Received: 23 December 2019
Accepted: 20 April 2020

Abstract

Context. Protoplanetary disks in dense, massive star-forming regions are strongly affected by their environment. How this environmental impact changes over time is an important constraint on disk evolution and external photoevaporation models.

Aims. We characterize the dust emission from 179 disks in the core of the young (0.5 Myr) NGC 2024 cluster. By studying how the disk mass varies within the cluster, and comparing these disks to those in other regions, we aim to determine how external photoevaporation influences disk properties over time.

Methods. Using the Atacama Large Millimeter/submillimeter Array, a 2.9′× 2.9′ mosaic centered on NGC 2024 FIR 3 was observed at 225 GHz with a resolution of 0.25″, or ~100 AU. The imaged region contains 179 disks identified at IR wavelengths, seven new disk candidates, and several protostars.

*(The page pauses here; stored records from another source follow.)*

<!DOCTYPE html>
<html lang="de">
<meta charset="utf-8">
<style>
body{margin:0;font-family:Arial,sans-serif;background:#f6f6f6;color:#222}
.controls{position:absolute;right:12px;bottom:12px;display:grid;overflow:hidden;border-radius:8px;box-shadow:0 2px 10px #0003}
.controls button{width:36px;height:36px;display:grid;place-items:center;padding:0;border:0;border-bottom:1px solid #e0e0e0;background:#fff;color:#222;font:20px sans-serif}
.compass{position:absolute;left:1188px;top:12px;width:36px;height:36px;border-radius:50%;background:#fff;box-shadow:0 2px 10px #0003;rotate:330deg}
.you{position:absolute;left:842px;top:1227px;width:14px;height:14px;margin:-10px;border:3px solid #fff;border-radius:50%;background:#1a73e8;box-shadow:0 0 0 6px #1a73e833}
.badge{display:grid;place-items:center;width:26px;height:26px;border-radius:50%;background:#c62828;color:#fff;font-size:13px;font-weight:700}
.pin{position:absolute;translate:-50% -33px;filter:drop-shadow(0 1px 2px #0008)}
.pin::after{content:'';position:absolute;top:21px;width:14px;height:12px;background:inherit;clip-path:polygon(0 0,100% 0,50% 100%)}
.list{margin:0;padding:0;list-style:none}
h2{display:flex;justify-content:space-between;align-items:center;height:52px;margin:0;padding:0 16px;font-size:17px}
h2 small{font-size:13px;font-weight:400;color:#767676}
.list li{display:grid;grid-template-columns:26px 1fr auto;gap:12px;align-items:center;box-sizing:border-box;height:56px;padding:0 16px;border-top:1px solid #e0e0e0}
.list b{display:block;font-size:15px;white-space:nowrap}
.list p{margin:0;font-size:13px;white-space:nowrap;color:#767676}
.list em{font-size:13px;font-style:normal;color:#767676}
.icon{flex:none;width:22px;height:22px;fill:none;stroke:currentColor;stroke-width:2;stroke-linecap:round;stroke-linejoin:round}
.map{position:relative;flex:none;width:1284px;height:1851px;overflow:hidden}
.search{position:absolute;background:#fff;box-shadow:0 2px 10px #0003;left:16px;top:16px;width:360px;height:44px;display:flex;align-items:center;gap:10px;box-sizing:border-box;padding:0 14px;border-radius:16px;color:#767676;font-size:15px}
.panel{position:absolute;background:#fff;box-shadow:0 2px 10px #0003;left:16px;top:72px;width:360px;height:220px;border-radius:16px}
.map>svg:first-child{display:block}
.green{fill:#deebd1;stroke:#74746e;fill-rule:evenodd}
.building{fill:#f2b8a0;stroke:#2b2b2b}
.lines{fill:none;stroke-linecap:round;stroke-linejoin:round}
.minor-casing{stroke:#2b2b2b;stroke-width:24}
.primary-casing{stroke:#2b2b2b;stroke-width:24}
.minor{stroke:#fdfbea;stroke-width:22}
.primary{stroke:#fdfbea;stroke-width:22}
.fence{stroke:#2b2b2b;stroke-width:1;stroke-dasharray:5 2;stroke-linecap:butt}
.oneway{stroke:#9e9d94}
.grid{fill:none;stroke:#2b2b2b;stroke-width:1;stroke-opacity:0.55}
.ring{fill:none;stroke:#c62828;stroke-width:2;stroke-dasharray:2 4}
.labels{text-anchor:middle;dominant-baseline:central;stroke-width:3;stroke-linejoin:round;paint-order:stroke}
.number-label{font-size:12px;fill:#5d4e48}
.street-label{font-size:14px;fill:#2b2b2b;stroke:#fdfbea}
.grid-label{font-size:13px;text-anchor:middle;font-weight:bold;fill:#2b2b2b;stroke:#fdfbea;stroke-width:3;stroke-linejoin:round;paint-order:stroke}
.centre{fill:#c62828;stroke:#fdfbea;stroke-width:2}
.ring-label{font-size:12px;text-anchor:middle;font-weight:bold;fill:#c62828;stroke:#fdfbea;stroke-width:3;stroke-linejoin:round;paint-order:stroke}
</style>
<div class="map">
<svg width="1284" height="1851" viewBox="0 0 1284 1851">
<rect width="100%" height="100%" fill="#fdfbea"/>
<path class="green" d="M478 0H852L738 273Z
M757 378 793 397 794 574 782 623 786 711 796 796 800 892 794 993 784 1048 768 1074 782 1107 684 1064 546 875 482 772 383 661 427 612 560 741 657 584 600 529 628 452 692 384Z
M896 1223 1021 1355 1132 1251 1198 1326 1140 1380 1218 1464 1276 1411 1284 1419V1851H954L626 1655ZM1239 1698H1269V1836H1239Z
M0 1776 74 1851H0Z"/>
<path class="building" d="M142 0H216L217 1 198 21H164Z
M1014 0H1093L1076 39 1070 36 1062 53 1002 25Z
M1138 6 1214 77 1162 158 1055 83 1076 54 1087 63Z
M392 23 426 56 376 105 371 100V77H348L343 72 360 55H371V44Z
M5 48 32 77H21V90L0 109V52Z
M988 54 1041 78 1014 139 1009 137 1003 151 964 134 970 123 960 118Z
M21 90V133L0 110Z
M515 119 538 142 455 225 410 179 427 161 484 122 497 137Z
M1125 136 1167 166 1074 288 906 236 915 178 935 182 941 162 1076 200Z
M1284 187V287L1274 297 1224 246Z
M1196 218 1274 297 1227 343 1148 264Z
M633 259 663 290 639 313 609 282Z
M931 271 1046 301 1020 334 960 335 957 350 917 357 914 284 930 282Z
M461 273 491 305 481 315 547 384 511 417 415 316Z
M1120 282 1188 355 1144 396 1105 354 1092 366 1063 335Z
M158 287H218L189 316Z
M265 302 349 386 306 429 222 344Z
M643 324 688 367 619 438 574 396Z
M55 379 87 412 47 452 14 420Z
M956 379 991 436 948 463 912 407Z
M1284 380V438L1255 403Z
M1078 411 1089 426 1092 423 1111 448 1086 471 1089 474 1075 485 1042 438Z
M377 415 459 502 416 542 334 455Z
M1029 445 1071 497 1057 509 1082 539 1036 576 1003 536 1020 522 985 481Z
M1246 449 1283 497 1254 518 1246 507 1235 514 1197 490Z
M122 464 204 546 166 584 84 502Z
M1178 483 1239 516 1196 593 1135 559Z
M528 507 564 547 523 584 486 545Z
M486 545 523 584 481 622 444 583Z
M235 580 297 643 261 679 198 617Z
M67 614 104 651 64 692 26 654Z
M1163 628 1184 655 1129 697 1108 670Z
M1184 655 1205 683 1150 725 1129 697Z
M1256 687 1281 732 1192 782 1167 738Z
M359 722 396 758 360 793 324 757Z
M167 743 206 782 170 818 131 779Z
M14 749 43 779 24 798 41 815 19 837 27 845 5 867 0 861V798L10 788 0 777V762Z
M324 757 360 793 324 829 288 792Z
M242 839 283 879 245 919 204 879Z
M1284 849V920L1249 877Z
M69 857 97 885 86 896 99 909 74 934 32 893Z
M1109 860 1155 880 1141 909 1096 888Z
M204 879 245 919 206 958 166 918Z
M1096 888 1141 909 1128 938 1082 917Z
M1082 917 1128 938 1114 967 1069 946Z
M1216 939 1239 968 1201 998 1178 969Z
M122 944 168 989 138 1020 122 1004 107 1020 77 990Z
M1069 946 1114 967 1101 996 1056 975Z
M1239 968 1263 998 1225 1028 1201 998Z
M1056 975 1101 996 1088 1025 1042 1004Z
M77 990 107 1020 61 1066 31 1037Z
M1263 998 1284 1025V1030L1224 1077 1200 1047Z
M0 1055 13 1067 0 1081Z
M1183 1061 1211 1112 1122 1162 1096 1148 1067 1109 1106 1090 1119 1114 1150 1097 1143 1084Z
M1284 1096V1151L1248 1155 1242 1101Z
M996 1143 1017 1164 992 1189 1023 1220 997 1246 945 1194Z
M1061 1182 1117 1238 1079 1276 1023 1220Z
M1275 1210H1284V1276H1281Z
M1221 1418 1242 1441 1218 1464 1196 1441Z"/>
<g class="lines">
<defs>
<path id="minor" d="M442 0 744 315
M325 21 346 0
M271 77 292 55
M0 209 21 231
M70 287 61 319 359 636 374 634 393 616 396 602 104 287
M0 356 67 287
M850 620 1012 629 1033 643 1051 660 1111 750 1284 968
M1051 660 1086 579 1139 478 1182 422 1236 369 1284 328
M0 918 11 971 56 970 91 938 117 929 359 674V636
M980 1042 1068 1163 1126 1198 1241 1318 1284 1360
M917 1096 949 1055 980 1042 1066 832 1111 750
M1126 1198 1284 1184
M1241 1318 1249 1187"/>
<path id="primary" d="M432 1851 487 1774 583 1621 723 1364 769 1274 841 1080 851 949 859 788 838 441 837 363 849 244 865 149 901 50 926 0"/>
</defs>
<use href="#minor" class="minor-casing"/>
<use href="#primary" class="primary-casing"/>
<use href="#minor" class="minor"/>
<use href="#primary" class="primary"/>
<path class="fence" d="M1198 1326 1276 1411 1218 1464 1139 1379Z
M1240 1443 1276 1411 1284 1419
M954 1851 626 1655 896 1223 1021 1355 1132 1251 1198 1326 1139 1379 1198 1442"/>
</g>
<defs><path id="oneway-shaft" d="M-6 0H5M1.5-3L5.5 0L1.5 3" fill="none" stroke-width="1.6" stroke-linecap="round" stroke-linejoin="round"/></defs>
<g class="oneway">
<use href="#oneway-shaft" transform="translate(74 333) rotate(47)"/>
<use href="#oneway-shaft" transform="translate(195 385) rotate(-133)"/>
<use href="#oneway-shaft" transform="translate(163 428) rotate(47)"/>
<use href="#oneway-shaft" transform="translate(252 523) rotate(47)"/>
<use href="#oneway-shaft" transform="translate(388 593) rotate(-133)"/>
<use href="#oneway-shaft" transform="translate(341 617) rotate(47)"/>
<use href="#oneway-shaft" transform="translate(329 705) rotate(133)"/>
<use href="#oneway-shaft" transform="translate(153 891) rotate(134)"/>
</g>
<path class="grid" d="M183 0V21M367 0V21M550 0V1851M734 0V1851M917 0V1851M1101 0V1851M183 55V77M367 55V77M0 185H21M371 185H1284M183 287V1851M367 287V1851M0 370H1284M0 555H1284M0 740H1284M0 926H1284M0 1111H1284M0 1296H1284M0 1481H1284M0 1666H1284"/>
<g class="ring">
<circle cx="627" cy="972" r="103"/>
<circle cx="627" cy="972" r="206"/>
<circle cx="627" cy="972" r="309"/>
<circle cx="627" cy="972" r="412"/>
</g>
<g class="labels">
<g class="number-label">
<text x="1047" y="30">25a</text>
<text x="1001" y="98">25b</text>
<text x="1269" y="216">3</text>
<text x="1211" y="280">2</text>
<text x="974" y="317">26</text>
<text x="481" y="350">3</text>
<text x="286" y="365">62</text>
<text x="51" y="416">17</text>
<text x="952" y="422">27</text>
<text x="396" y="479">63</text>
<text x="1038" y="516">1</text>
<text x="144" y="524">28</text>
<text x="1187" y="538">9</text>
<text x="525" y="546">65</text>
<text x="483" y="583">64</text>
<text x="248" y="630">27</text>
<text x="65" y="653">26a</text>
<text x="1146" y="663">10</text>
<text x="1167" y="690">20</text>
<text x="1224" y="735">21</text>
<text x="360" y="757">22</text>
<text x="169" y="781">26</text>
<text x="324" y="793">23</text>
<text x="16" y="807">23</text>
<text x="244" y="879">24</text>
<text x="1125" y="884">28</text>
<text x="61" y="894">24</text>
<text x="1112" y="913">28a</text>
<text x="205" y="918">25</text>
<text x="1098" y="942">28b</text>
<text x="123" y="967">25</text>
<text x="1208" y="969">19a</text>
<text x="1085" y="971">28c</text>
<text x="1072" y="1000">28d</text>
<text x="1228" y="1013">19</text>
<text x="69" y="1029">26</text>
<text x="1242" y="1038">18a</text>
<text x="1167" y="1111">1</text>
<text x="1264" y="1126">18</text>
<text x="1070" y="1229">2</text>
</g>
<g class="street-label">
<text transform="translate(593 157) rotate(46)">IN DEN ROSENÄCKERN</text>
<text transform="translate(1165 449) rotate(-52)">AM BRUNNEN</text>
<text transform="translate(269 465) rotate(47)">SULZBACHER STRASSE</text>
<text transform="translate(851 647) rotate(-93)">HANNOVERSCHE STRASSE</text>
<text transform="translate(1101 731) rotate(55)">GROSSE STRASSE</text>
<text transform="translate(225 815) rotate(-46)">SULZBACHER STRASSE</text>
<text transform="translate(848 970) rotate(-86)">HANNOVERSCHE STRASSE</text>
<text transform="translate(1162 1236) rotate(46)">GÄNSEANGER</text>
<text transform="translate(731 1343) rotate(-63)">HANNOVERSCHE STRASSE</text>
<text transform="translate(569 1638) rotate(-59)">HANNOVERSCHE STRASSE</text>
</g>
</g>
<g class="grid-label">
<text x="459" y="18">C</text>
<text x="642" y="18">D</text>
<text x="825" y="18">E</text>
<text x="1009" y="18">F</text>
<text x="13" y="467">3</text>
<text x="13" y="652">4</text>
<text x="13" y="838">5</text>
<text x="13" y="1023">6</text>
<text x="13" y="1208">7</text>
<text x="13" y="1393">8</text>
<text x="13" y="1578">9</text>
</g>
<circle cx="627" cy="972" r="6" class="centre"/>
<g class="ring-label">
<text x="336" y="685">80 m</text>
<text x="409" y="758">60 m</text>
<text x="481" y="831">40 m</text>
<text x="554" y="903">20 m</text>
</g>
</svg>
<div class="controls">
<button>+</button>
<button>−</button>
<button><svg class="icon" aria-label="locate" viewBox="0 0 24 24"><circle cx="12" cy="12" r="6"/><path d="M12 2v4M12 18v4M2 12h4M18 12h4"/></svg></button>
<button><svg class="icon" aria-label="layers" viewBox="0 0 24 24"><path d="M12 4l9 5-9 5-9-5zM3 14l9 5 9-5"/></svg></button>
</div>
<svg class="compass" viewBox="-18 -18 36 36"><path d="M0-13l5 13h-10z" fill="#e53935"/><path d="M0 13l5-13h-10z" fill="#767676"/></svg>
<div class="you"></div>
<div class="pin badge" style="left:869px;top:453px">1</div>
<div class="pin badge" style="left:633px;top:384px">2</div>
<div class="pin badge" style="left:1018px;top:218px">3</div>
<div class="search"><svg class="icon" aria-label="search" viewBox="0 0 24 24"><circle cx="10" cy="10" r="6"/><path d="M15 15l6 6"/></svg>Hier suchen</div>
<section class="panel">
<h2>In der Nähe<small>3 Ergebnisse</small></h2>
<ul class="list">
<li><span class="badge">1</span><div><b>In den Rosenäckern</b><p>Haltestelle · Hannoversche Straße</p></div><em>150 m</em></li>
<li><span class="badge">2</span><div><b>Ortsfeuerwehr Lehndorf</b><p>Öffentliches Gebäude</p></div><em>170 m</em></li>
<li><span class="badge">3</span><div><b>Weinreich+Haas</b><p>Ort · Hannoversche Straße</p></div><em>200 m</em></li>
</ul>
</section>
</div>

Results. The overall detection rate of disks is 32 ± 4%. Few of the disks are resolved, with the exception of a giant (R = 300 AU) transition disk. Serendipitously, we observe a millimeter flare from an X-ray bright young stellar object (YSO), and resolve continuum emission from a Class 0 YSO in the FIR 3 core. Two distinct disk populations are present: a more massive one in the east, along the dense molecular ridge hosting the FIR 1-5 YSOs, with a detection rate of 45 ± 7%. In the western population, towards IRS 1, only 15 ± 4% of disks are detected.

Conclusions. NGC 2024 hosts two distinct disk populations. Disks along the dense molecular ridge are young (0.2–0.5 Myr) and partly shielded from the far ultraviolet radiation of IRS 2b; their masses are similar to isolated 1–3 Myr old SFRs. The western population is older and at lower extinctions, and may be affected by external photoevaporation from both IRS 1 and IRS 2b. However, it is possible these disks had lower masses to begin with.